Keywords: Cavity detection
Constant-spacing method
Crosshole seismic
Seismic techniques
Surface refraction
Geophysical research
Medford Cave, Florida
Seismic waves
Publisher: Geotechnical Laboratory (U.S.)
Engineer Research and Development Center (U.S.)
Series/Report no.: Technical report (U.S. Army Engineer Waterways Experiment Station) ; no. GL-83-1 rept. 2.

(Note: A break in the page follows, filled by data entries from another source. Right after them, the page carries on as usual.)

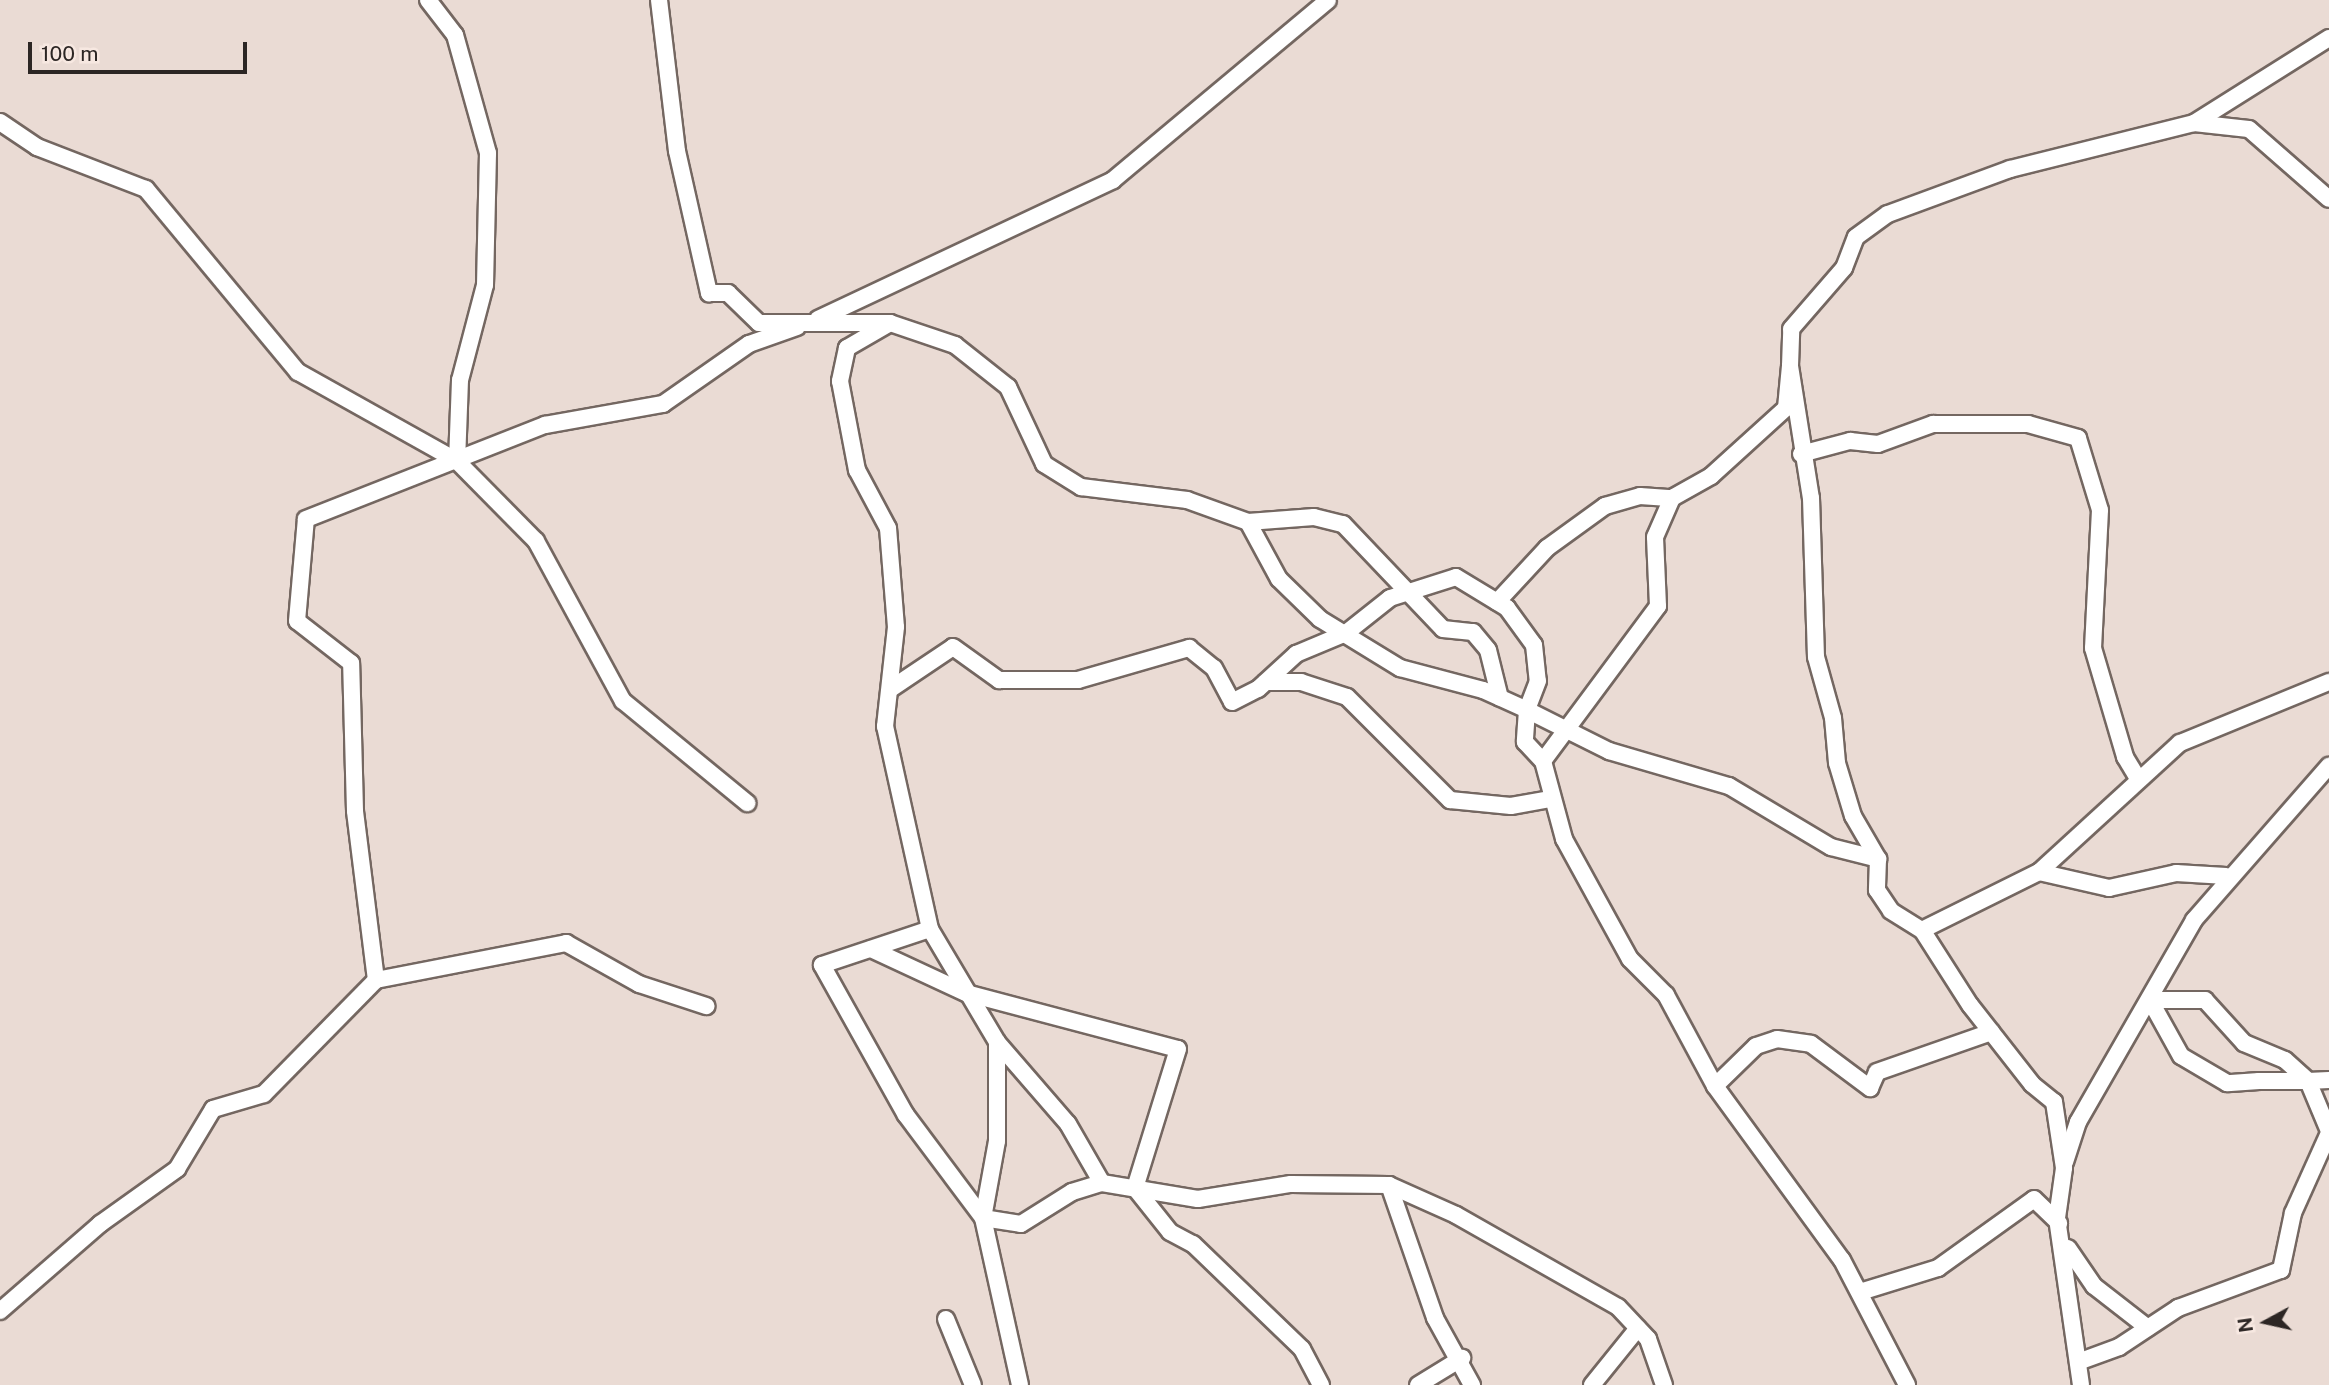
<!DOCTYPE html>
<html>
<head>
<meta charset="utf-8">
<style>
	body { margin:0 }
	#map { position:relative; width:2329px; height:1385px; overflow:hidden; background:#eadbd4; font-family:"Public Sans",sans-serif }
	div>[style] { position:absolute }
	.roads { filter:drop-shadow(2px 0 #746761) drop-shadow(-2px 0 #746761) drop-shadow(0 2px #746761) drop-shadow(0 -2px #746761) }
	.minor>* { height:16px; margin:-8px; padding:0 8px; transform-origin:8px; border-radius:8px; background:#fff }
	span { translate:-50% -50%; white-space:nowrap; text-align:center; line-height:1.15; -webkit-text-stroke:6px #f7e8e1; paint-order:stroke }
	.north { position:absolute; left:2231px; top:1287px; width:70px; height:70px; -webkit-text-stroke:5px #f7e8e1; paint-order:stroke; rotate:262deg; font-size:19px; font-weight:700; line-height:28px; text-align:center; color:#2c2624 }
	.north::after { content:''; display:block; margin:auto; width:24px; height:32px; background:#2c2624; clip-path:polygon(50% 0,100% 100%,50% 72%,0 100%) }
	.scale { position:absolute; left:28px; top:42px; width:219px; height:32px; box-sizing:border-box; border:4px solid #2c2624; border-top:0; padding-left:9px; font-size:21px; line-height:24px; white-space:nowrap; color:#2c2624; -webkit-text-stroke:5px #f7e8e1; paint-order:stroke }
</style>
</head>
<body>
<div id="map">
	<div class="roads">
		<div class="minor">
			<i style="left:428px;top:0;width:44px;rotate:52.4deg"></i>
			<i style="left:455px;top:35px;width:123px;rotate:74.4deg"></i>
			<i style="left:488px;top:153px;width:132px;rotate:91.3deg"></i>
			<i style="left:485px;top:285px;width:98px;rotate:104.7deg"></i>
			<i style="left:460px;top:380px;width:81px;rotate:92.1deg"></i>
			<i style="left:659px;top:0;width:152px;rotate:83.2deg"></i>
			<i style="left:677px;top:151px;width:146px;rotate:77.3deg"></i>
			<i style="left:709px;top:293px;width:19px"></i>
			<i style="left:728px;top:293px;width:43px;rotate:44.1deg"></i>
			<i style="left:759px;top:323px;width:131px"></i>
			<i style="left:890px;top:323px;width:69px;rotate:18.7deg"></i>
			<i style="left:955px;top:345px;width:68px;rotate:38.4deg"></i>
			<i style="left:1008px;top:387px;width:85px;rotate:64.9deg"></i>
			<i style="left:1044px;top:464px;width:44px;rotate:31.9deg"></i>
			<i style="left:1081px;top:487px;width:107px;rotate:7deg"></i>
			<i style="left:1187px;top:500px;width:65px;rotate:19.8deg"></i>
			<i style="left:1248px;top:522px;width:65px;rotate:61.5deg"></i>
			<i style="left:1279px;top:579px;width:57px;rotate:44.3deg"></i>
			<i style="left:1320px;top:619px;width:94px;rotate:31.5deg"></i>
			<i style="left:1400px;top:668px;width:86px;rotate:14.8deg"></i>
			<i style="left:1483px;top:690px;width:48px;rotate:24.4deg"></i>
			<i style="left:1527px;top:710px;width:32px;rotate:94deg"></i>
			<i style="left:1525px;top:742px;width:26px;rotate:47deg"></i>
			<i style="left:1543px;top:761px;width:81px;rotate:74.9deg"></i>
			<i style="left:1564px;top:839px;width:137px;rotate:61.2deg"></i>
			<i style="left:1630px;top:959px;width:51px;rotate:45deg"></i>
			<i style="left:1666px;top:995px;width:103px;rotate:61.7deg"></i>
			<i style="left:1715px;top:1086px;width:215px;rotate:53.9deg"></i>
			<i style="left:1842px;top:1260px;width:141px;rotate:62.5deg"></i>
			<i style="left:2329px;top:38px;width:160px;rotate:147.8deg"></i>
			<i style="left:2194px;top:123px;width:55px;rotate:6.2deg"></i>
			<i style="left:2249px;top:129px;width:106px;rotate:41.2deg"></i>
			<i style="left:0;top:122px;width:45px;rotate:34deg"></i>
			<i style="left:37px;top:147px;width:117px;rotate:21.1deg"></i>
			<i style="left:146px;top:189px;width:238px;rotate:50.3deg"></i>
			<i style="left:298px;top:372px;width:182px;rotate:29.2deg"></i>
			<i style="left:457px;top:461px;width:112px;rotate:45.4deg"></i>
			<i style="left:536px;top:541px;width:182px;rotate:61.5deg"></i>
			<i style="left:623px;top:701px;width:161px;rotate:39.4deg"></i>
			<i style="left:818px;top:319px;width:326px;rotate:-25.2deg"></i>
			<i style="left:1113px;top:180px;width:280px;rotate:-39.9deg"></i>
			<i style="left:890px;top:323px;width:50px;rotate:149.8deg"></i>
			<i style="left:847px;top:348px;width:34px;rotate:102deg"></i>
			<i style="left:840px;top:381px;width:91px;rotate:79.2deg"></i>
			<i style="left:857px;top:470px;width:66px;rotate:61.9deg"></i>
			<i style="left:888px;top:528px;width:99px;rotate:85.4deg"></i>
			<i style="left:896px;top:627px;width:100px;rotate:96.3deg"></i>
			<i style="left:885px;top:726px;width:208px;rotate:77.5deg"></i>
			<i style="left:930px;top:929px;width:114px;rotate:161.6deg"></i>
			<i style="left:822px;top:965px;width:172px;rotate:60.8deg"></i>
			<i style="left:906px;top:1115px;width:129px;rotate:53.2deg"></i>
			<i style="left:983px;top:1218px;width:171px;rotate:77.5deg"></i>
			<i style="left:1790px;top:366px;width:37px;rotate:-88deg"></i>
			<i style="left:1791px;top:329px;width:81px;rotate:-49deg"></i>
			<i style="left:1844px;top:268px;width:33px;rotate:-69deg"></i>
			<i style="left:1856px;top:237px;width:39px;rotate:-36deg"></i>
			<i style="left:1888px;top:214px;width:130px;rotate:-20.2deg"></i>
			<i style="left:2010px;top:169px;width:190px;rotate:-14deg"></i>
			<i style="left:1801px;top:454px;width:51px;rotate:-14.9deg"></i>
			<i style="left:1850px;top:441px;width:28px;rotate:6deg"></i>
			<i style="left:1878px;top:444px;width:59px;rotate:-20deg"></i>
			<i style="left:1933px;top:424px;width:95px"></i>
			<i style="left:2028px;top:424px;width:52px;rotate:15.6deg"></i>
			<i style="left:2078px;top:438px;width:75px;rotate:73deg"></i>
			<i style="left:2100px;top:510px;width:138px;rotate:92.9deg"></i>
			<i style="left:2093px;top:648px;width:114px;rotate:73.6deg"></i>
			<i style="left:2125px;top:757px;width:23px;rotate:59deg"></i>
			<i style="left:1248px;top:522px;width:66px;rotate:-4.3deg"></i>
			<i style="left:1314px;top:517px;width:30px;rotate:14deg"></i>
			<i style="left:1343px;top:524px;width:145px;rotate:46.4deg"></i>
			<i style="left:1443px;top:629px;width:30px;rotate:6deg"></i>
			<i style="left:1473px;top:632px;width:23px;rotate:50deg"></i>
			<i style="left:1488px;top:650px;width:49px;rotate:76deg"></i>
			<i style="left:1497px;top:602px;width:74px;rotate:-47.2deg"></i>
			<i style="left:1547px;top:548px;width:72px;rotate:-35.9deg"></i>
			<i style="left:1605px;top:506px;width:36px;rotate:-16deg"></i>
			<i style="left:1640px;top:496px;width:32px;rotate:4deg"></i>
			<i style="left:1266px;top:682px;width:35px"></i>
			<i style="left:1301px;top:682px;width:48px;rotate:18.1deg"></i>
			<i style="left:1347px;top:697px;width:146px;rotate:45deg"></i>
			<i style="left:1450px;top:800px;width:61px;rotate:5.6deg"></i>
			<i style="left:1511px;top:806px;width:39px;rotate:-10deg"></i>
			<i style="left:892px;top:688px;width:73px;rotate:-33.9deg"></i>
			<i style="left:953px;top:647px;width:57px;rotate:35.7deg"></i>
			<i style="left:999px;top:680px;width:79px"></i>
			<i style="left:1078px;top:680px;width:116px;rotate:-16.1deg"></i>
			<i style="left:1189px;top:648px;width:32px;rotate:39deg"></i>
			<i style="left:1214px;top:668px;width:38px;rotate:62deg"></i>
			<i style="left:1232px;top:702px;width:29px;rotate:-27deg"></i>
			<i style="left:1258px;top:689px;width:52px;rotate:-42.6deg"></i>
			<i style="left:1296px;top:654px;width:54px;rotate:-22.8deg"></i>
			<i style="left:1346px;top:633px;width:56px;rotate:-38.5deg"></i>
			<i style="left:1390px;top:598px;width:69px;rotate:-17.7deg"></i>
			<i style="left:1456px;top:577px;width:60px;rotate:31.3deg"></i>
			<i style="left:1507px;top:608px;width:46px;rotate:53.9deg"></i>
			<i style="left:1534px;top:645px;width:36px;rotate:84deg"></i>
			<i style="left:1538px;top:681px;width:31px;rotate:111deg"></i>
			<i style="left:1527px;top:710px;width:92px;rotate:26.6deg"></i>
			<i style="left:1609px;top:751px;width:125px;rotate:16.3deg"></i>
			<i style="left:1729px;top:786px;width:119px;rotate:30.9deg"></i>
			<i style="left:1831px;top:847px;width:49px;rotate:14.3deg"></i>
			<i style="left:1543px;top:761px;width:193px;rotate:-53.4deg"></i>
			<i style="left:1658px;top:606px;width:69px;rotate:-92.5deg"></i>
			<i style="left:1655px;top:537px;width:43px;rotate:-66.4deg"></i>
			<i style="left:1672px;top:498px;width:45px;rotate:-29.4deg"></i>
			<i style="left:1711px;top:476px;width:101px;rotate:-42.2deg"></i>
			<i style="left:1786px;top:408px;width:42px;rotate:-84.6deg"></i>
			<i style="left:1790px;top:366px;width:134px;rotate:81deg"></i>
			<i style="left:1811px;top:498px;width:159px;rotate:88.2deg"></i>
			<i style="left:1816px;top:657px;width:63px;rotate:74.4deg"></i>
			<i style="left:1833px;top:718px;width:45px;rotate:84.9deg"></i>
			<i style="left:1837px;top:763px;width:55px;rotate:73.2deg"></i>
			<i style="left:1853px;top:816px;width:50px;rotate:59.8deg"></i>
			<i style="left:1878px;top:859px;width:31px;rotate:92deg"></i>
			<i style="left:1877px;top:890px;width:25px;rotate:56deg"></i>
			<i style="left:1891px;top:911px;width:36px;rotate:32deg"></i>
			<i style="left:2039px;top:872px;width:72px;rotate:12.9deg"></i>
			<i style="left:2109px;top:888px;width:69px;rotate:-12.6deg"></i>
			<i style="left:2176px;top:873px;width:50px;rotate:3.4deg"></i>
			<i style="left:930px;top:929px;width:131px;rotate:59.3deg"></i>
			<i style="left:997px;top:1042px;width:99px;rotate:90deg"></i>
			<i style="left:997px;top:1141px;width:78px;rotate:100.3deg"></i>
			<i style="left:983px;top:1218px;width:38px;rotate:9deg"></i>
			<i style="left:1021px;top:1224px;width:60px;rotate:-32.1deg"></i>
			<i style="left:1072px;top:1192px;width:31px;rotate:-17deg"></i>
			<i style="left:1102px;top:1183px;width:97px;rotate:9.5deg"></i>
			<i style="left:1198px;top:1199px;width:94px;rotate:-9.2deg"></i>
			<i style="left:1291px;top:1184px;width:98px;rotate:0.6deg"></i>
			<i style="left:1389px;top:1185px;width:73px;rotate:24.1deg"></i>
			<i style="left:1456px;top:1215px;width:186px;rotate:29.6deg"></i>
			<i style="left:1618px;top:1307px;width:44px;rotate:46.8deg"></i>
			<i style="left:1648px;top:1339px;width:49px;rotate:70.8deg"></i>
			<i style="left:871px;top:949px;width:105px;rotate:24.9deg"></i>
			<i style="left:966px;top:993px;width:219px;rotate:14.8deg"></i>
			<i style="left:1178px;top:1049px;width:145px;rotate:107.2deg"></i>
			<i style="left:1135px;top:1188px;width:56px;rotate:51.5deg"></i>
			<i style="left:1170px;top:1232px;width:26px;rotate:28deg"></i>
			<i style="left:1193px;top:1244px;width:151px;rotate:43.9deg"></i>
			<i style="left:1302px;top:1349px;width:41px;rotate:62.2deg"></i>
			<i style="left:376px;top:980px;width:170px;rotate:-97.1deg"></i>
			<i style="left:355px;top:811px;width:148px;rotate:-91.5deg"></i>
			<i style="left:351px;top:663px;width:68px;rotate:-142.1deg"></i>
			<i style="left:297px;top:621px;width:102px;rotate:-85deg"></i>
			<i style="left:306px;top:519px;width:257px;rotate:-21.5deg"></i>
			<i style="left:545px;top:425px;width:120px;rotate:-10.1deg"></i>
			<i style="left:663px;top:404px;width:105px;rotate:-34.9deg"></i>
			<i style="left:749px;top:344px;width:51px;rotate:-19.5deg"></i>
			<i style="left:997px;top:1042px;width:108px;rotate:49.1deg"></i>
			<i style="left:1068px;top:1124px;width:68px;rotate:60deg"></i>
			<i style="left:2329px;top:1080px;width:21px;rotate:177deg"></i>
			<i style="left:2308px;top:1081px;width:49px;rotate:180deg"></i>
			<i style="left:2259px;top:1081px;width:32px;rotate:176deg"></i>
			<i style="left:2227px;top:1083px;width:53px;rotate:-149.6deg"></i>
			<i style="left:2181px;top:1056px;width:64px;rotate:-119deg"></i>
			<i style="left:2150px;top:1000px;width:55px"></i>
			<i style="left:2205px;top:1000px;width:58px;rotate:47.8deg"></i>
			<i style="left:2244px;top:1043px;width:44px;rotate:22.5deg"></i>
			<i style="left:2285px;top:1060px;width:31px;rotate:42deg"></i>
			<i style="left:2308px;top:1081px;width:54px;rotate:67.2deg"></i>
			<i style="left:1715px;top:1086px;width:57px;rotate:-44.3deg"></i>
			<i style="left:1756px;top:1046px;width:22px;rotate:-18deg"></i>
			<i style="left:1777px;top:1039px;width:34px;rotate:8deg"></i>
			<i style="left:1811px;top:1044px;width:74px;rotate:36.7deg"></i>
			<i style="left:1870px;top:1088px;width:17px;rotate:-66deg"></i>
			<i style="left:1877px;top:1072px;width:121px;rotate:-19.3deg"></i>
			<i style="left:2065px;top:1162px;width:42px;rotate:-72deg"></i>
			<i style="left:2078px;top:1122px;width:233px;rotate:-60.1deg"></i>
			<i style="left:2194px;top:920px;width:205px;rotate:-48.8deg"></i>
			<i style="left:1389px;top:1185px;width:141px;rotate:70.9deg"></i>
			<i style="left:1435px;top:1318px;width:77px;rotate:61.1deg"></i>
			<i style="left:2068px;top:1248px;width:46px;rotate:55.6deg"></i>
			<i style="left:2094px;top:1286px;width:68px;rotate:37.9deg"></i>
			<i style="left:1860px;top:1292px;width:82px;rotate:-17.1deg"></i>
			<i style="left:1938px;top:1268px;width:118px;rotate:-35.7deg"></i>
			<i style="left:2034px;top:1199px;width:35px;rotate:44deg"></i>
			<i style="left:0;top:1311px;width:133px;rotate:-41deg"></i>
			<i style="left:100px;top:1224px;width:95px;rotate:-35.5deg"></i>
			<i style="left:177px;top:1169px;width:70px;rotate:-59deg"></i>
			<i style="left:213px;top:1109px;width:53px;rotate:-16.4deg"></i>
			<i style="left:264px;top:1094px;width:160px;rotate:-45.5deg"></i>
			<i style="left:376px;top:980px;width:194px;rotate:-11deg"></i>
			<i style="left:566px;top:943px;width:84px;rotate:29.3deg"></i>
			<i style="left:639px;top:984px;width:71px;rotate:18.2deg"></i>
			<i style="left:946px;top:1319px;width:71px;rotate:67.8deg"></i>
			<i style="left:2078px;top:1362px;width:44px;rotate:-20.1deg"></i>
			<i style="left:2119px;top:1347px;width:71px;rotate:-33.5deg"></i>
			<i style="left:2178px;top:1308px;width:110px;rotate:-20.3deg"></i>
			<i style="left:2281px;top:1270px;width:58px;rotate:-78.1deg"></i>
			<i style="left:2293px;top:1213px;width:88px;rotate:-65.8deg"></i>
			<i style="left:1418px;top:1385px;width:52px;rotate:-31.5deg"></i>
			<i style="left:1592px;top:1385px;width:73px;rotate:-51.1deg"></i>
			<i style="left:2081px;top:1385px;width:169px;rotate:-98.2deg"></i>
			<i style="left:2057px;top:1218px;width:50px;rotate:-82deg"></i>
			<i style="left:2064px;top:1168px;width:67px;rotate:-98.6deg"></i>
			<i style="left:2054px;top:1102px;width:28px;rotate:-141deg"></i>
			<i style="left:2032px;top:1084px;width:100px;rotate:-128.1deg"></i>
			<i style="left:1970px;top:1005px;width:89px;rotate:-122.6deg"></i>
			<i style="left:1922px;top:930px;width:131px;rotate:-26.4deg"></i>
			<i style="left:2039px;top:872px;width:191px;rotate:-42.5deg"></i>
			<i style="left:2180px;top:743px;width:161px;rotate:-22.3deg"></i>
		</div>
	</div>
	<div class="north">N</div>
	<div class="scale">100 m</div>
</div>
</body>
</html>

Description: Technical Report
Abstract: As part of a research program designed to find a quick and economical methodology to detect and delineate cavities, seismic technology was applied to the cavity problem at the Medford Cave site, Florida. Six seismic techniques consisting of surface refraction, constant-spacing, fan-shooting, surface shear-wave, uphole refraction, and crosshole investigations were employed at the site in an effort to detect and delineate cavity features. The results of these tests indicated that the surface refraction, constant spacing, and crosshole techniques detected and partially delineated cavities. Their degree of success was as follows: a.) Surface Refraction Tests : Only one out of seven tests successfully detected a cavity (6 to 11 ft. high and 31 ft. wide vith the roof about 11 ft. below ground surface). Partial delineation was accomplished in that the start of the cavity was defined. b.) Constant Spacing Tests : All three of the constant-spacing surveys detected cavities which ranged in size from 5 to 8 ft. high and 4 to 13 ft. wide with the roofs being 9 to 20 ft. below the ground surface. Partial delineation was achieved in that the the cavities were located in plan but not to depth to or height of the cavities. c.) Crosshole Tests : The crosshole P-wave test conducted across a cavity indicated significantly lower velocities in the area of the cavity (14 ft. high and 9 ft. wide with the roof 19 ft. below the ground surface). It will be noted that the Crosshole technique cannot detect a cavity, per se, but will identify weak zones or low-velocity layers that may or may not be void-related. Partial delineation using the depth to and thickness of the zone of lower velocities was accomplished within 2 ft. of the cavity depth and height. Planar delineation (diameter and location of the cavity between borings) was not achieved. In summary, the constant-spacing technique is the only surface seismic test procedure recommended for use in cavity detection-delineation and the crosshole P-wave technique is the only subsurface method recommended.
Rights: Approved for public release; distribution is unlimited.